INSTRUCTIONS TO FOLLOW ->
In the records below, find each line with the word "image" and copy it.

SUPPLIED DATA ->
**********

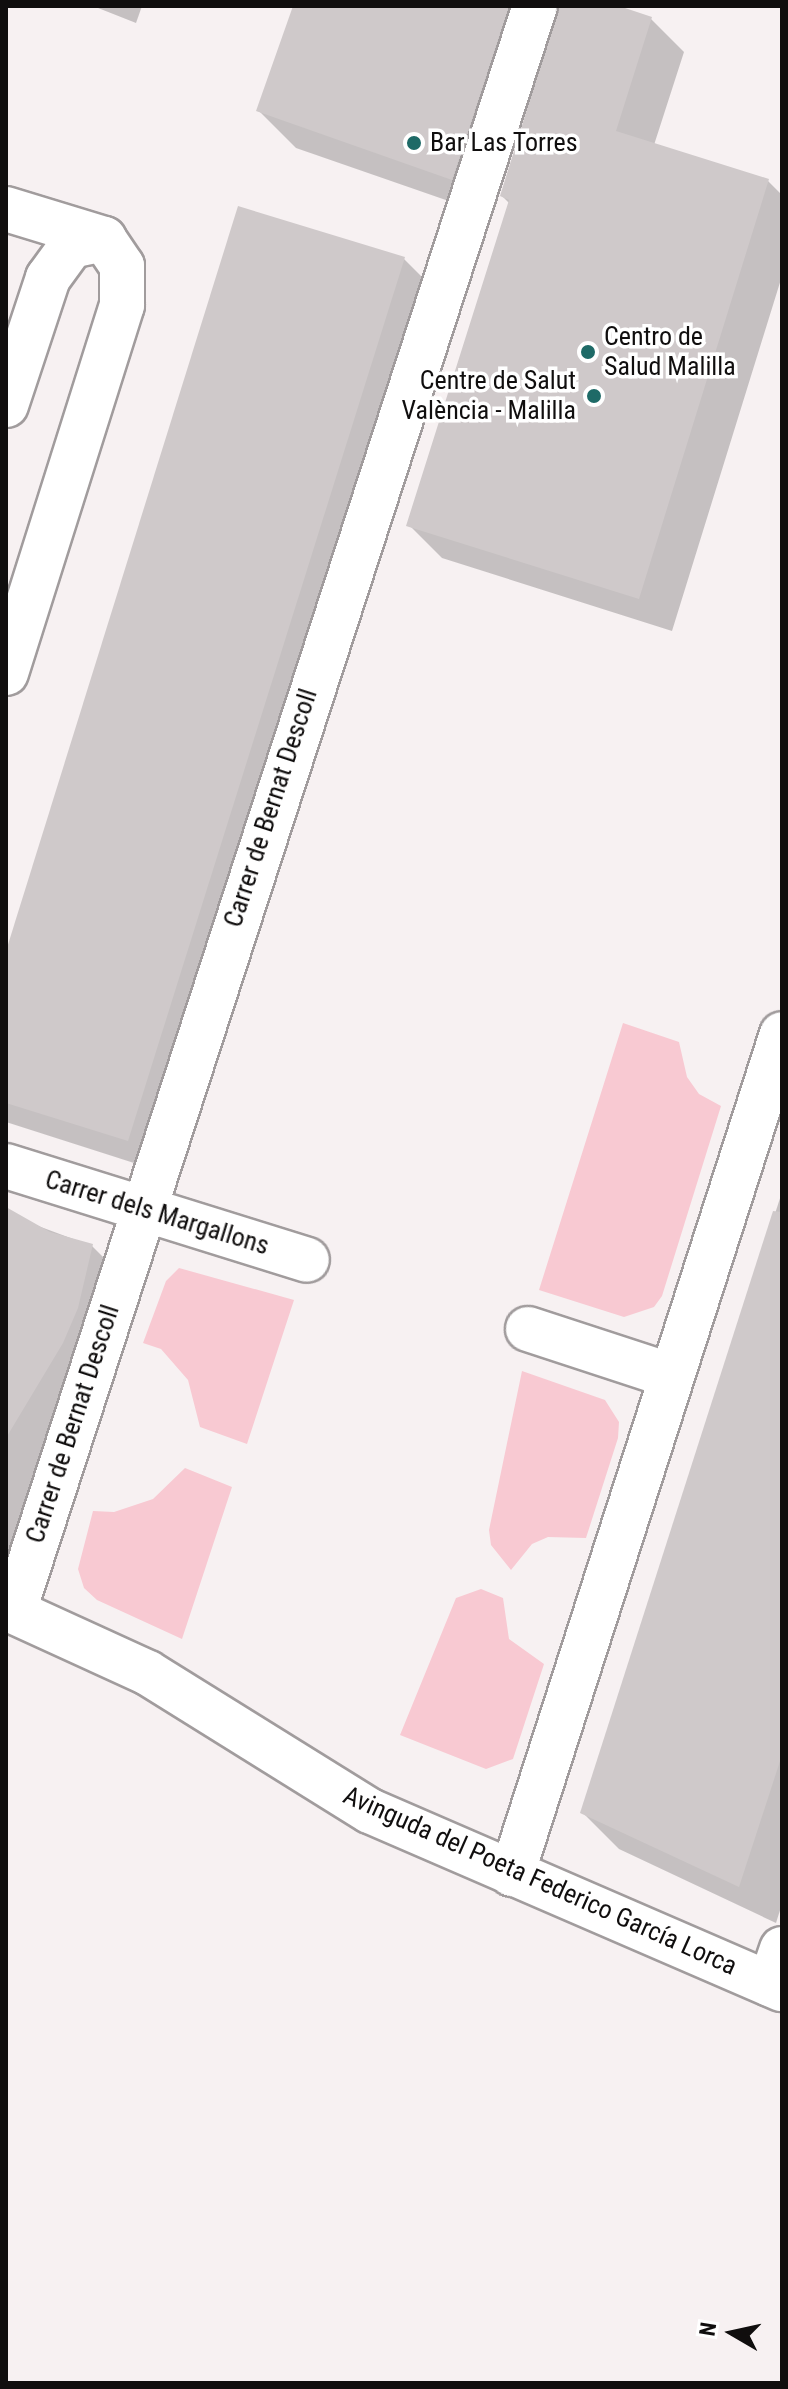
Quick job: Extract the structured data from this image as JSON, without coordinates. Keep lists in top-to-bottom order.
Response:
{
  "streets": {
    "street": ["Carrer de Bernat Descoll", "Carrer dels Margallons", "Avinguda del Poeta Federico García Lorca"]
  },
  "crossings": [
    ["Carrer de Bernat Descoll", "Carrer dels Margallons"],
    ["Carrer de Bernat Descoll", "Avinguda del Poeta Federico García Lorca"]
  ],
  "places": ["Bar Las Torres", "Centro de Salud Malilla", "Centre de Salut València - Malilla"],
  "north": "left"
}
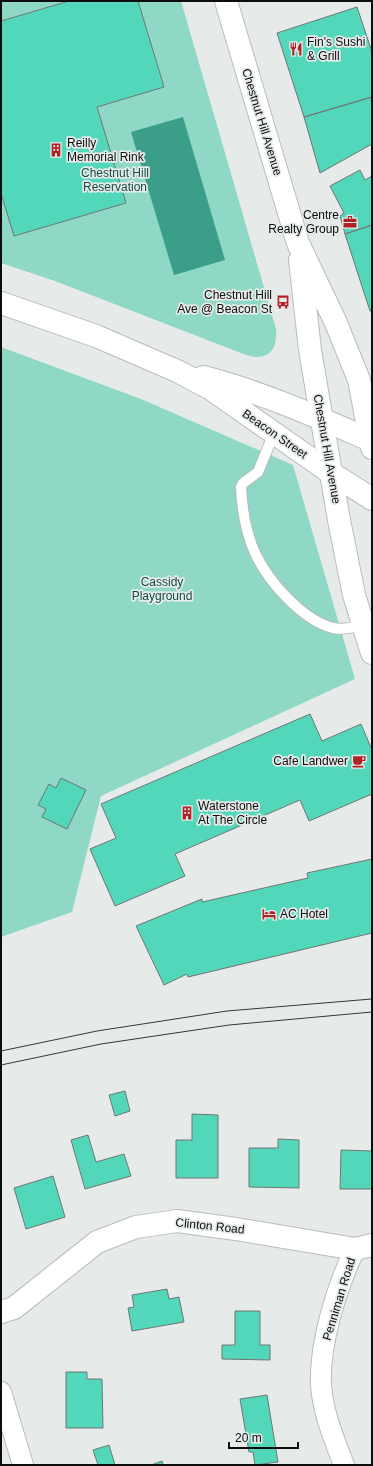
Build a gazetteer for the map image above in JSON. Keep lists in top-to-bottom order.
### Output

**********

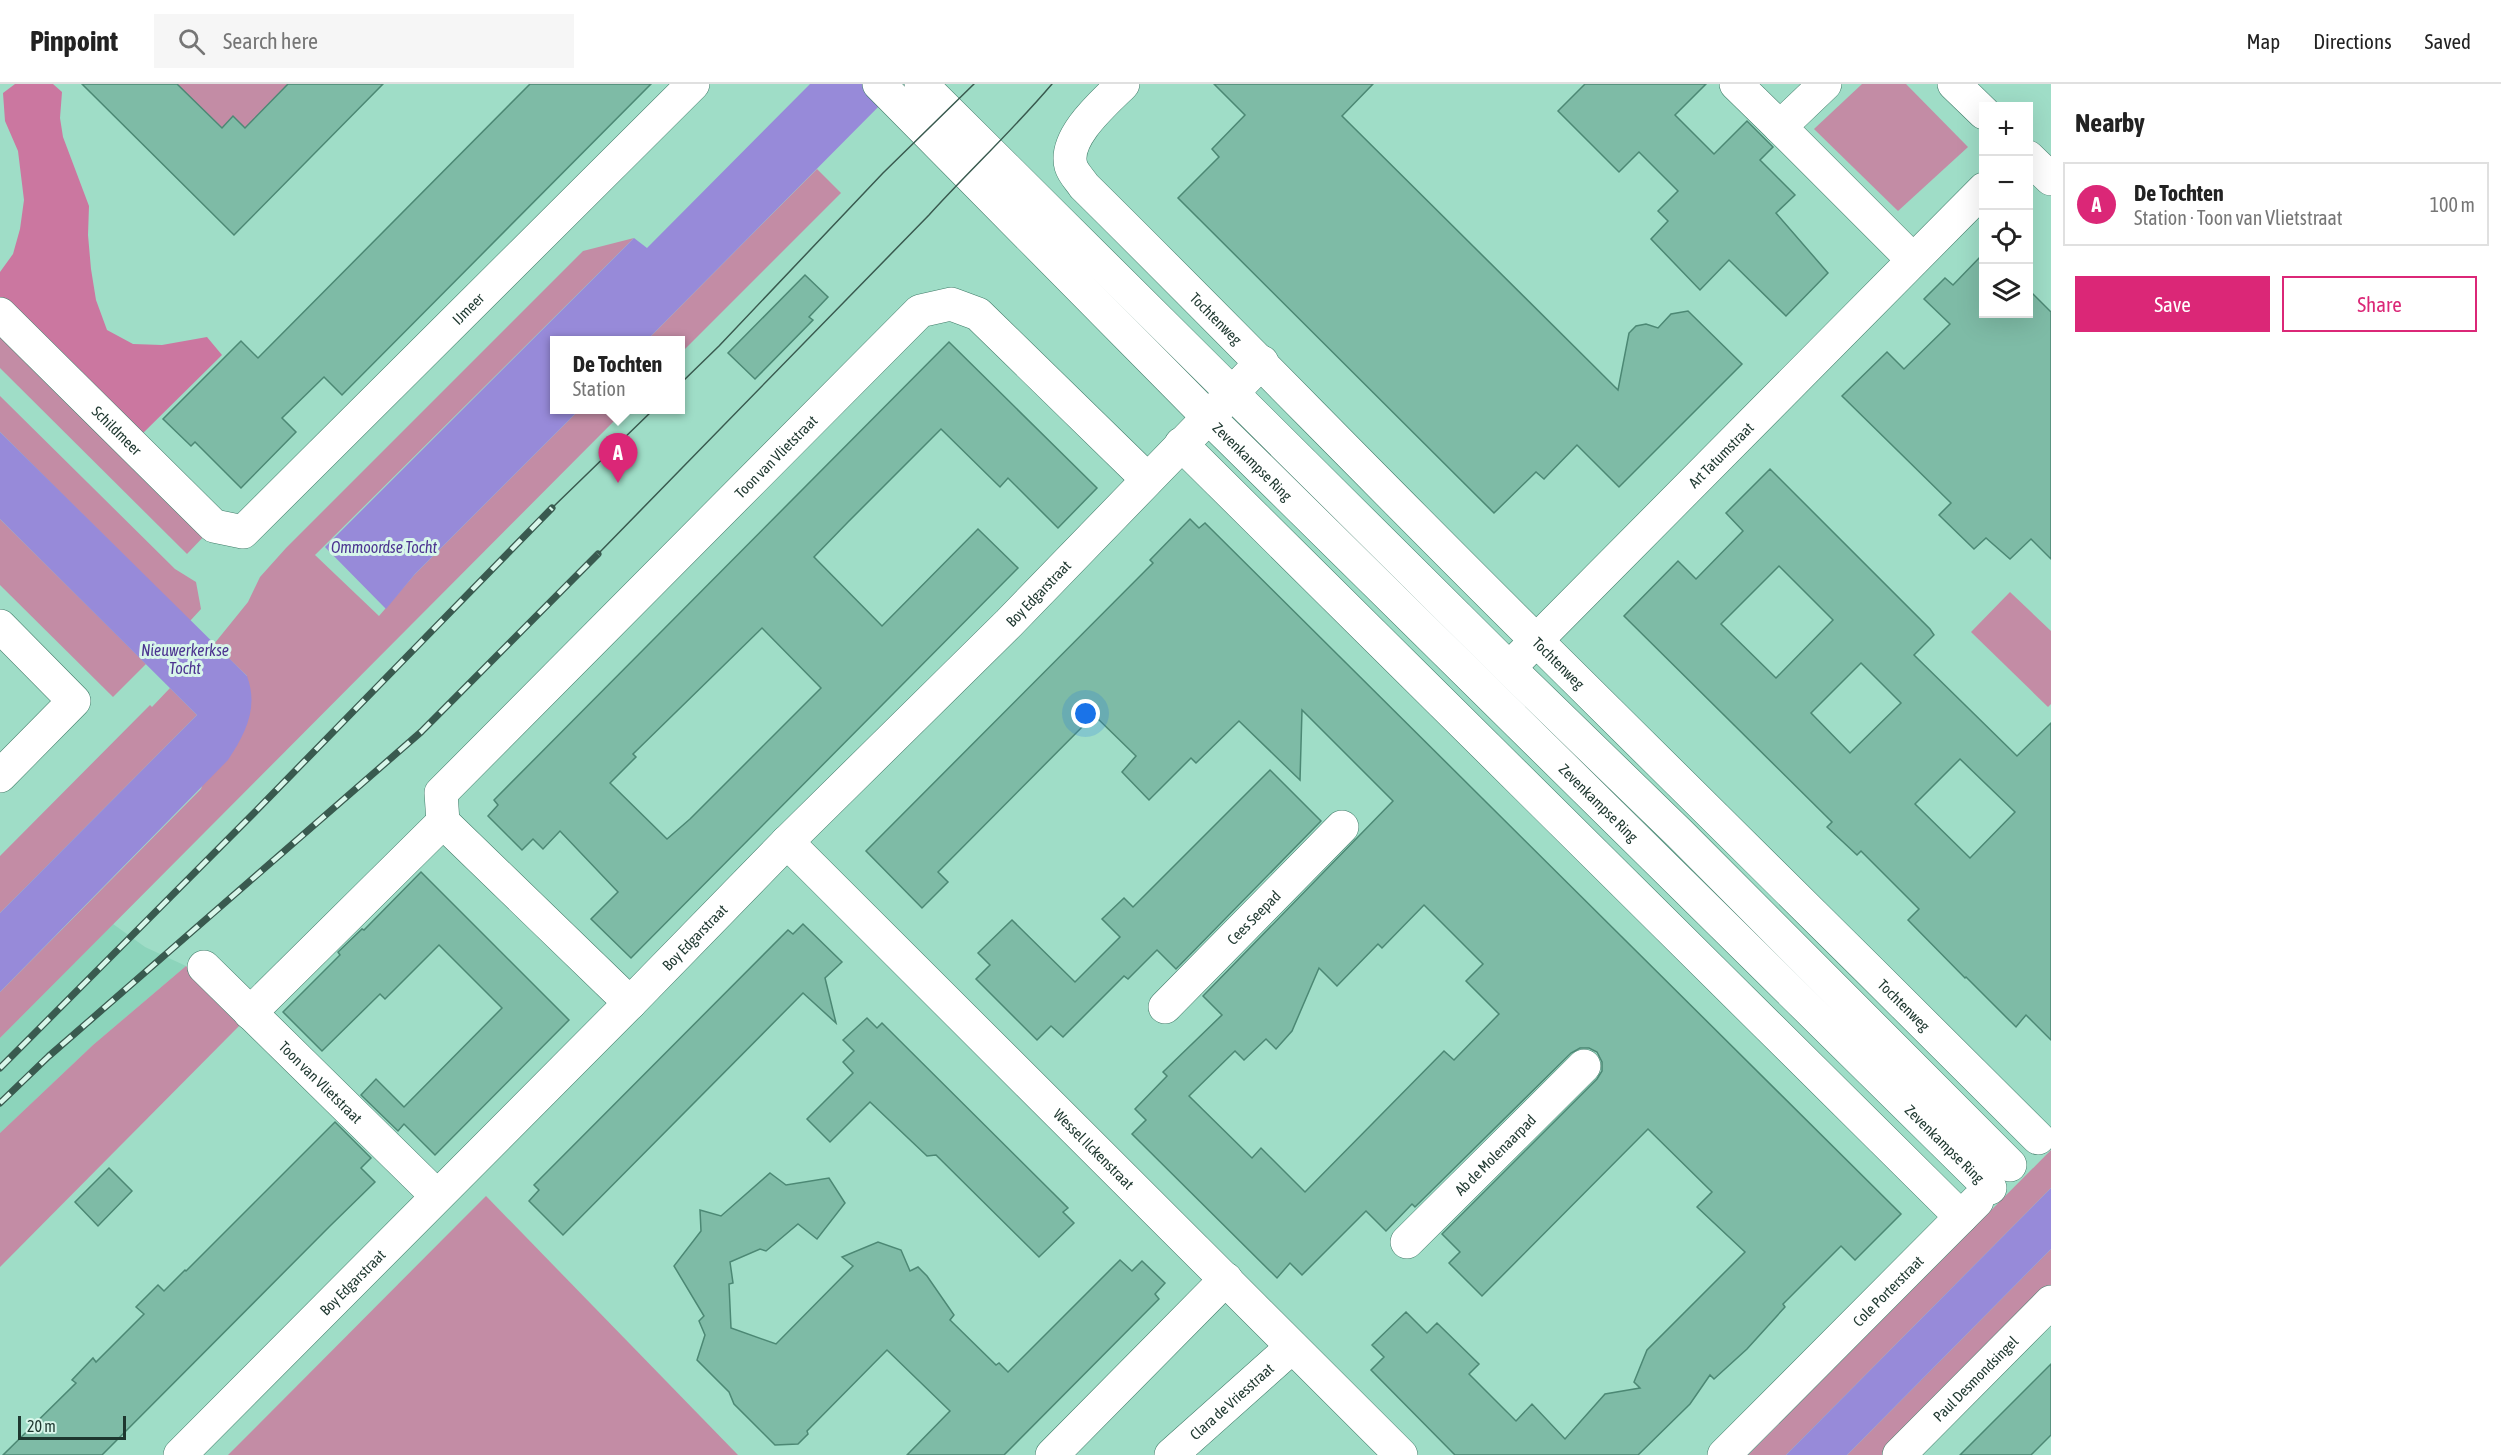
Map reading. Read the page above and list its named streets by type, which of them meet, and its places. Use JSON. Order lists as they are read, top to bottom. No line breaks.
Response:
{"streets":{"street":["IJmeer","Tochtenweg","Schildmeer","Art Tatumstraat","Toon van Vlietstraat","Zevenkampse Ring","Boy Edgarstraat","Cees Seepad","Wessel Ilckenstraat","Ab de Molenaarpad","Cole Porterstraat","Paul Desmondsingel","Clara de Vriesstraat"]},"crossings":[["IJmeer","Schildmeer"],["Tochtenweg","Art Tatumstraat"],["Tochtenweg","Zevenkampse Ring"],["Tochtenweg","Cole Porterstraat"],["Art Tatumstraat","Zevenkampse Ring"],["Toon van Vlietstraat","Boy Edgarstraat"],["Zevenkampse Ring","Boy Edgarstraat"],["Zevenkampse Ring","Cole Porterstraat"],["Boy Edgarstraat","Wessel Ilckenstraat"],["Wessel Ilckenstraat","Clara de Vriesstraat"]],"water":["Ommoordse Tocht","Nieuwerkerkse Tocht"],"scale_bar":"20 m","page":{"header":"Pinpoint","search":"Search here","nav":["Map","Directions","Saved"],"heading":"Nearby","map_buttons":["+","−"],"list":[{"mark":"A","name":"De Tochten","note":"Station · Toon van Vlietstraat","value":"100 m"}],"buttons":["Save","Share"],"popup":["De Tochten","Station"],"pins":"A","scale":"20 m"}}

**********

WRITTEN REPLY ->
Quick job: Extract the structured data from this image as JSON, without coordinates. Keep lists in top-to-bottom order.
Build a gazetteer for the map image above in JSON. Keep lists in top-to-bottom order.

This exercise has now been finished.